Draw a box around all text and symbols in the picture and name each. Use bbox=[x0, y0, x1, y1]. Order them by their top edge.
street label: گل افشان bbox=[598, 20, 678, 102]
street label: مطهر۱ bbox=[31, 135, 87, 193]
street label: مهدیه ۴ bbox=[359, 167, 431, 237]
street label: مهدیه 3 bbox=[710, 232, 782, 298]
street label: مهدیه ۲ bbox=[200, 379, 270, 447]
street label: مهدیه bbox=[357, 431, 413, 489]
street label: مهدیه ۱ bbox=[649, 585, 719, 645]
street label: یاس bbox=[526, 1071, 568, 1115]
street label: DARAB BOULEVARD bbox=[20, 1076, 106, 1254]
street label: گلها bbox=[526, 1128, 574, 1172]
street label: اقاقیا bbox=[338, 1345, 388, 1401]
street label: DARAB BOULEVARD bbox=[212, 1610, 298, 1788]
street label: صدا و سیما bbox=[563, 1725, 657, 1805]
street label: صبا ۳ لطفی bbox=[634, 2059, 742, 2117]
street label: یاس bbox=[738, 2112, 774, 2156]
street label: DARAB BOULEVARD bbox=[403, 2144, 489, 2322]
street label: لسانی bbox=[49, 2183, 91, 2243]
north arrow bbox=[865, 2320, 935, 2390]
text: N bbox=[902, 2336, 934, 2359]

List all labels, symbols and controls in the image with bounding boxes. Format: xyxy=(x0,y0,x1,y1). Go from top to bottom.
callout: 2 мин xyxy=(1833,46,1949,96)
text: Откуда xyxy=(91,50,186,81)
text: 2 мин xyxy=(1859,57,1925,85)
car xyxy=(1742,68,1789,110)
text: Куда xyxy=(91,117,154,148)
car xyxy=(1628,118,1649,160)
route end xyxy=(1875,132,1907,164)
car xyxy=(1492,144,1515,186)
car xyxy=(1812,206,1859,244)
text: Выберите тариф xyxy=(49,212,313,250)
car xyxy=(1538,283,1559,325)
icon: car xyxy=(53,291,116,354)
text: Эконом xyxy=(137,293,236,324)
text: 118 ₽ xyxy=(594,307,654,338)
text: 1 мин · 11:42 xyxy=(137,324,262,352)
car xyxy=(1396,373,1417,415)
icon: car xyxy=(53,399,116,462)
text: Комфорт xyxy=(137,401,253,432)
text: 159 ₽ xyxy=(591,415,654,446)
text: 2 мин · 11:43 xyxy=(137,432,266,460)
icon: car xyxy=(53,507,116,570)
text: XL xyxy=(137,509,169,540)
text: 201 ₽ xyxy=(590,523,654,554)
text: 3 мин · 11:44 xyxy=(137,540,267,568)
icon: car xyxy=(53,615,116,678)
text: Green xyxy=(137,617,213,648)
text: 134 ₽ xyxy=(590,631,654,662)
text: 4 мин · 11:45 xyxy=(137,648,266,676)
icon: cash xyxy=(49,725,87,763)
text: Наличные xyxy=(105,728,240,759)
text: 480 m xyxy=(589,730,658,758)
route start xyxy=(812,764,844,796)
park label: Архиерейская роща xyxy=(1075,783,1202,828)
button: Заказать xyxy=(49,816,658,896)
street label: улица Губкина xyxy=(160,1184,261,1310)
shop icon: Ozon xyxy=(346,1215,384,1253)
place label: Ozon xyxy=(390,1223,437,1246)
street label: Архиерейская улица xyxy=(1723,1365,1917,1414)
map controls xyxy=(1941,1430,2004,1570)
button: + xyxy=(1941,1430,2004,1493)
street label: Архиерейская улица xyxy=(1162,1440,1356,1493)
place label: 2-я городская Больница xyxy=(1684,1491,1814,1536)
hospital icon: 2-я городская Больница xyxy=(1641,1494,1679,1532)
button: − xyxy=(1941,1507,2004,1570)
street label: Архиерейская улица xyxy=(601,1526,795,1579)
##############################
• [Your assignment] Find and count the lines of the data that include the string "Больница", and report that figure by itself.

• [The answer] 2